-- Task to carry out --
Every entry must be transcribed exactly. Pictures are not part of the copy.
▬▬▬▬▬▬
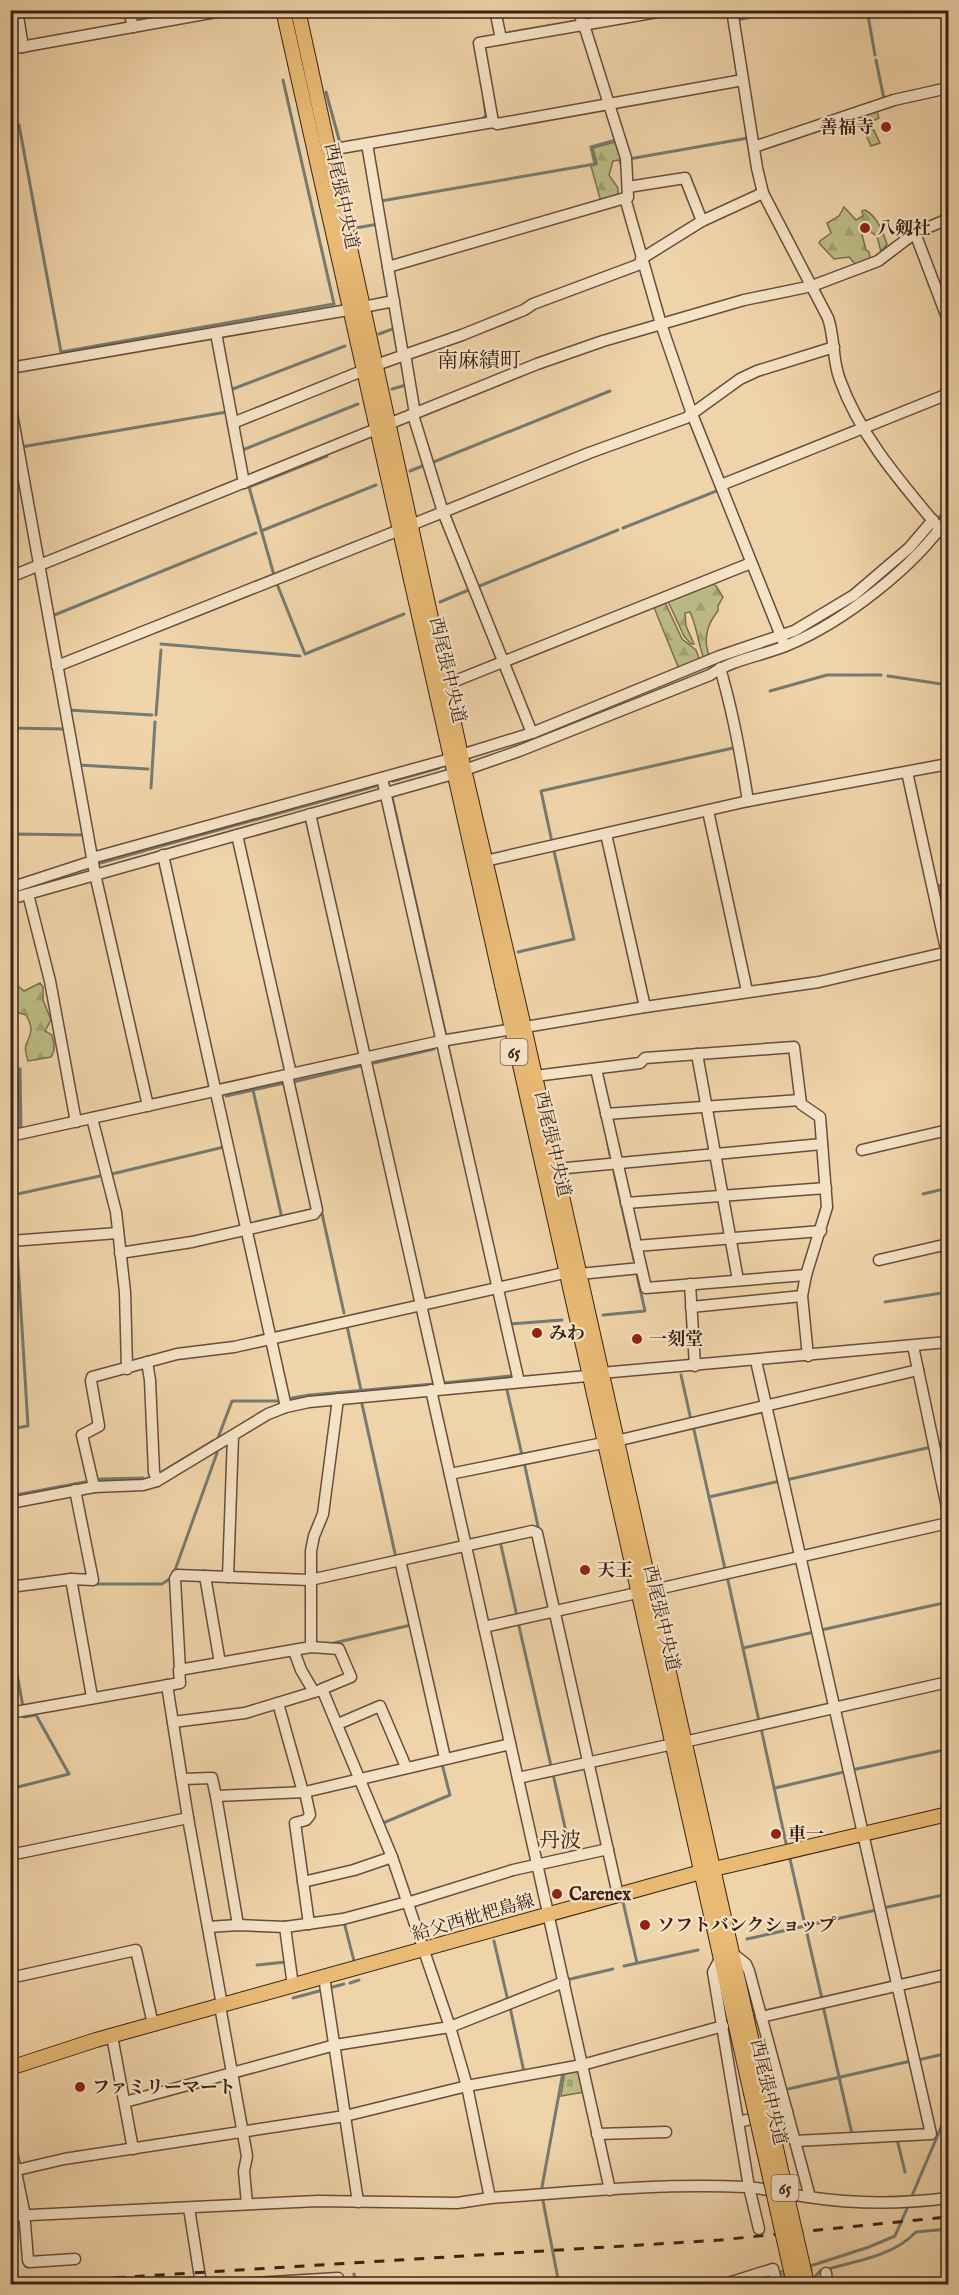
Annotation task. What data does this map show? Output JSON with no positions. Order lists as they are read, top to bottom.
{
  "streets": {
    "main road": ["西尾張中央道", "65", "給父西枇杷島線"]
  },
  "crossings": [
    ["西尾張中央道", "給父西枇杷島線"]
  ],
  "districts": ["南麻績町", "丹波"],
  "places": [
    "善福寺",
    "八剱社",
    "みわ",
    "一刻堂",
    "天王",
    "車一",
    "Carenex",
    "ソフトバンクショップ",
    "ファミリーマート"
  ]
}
▬▬▬▬▬▬
-- Answer section --
Annotation task. What data does this map show? Output JSON with no positions. Order lists as they are read, top to bottom.
{
  "streets": {
    "main road": ["西尾張中央道", "65", "給父西枇杷島線"]
  },
  "crossings": [
    ["西尾張中央道", "給父西枇杷島線"]
  ],
  "districts": ["南麻績町", "丹波"],
  "places": [
    "善福寺",
    "八剱社",
    "みわ",
    "一刻堂",
    "天王",
    "車一",
    "Carenex",
    "ソフトバンクショップ",
    "ファミリーマート"
  ]
}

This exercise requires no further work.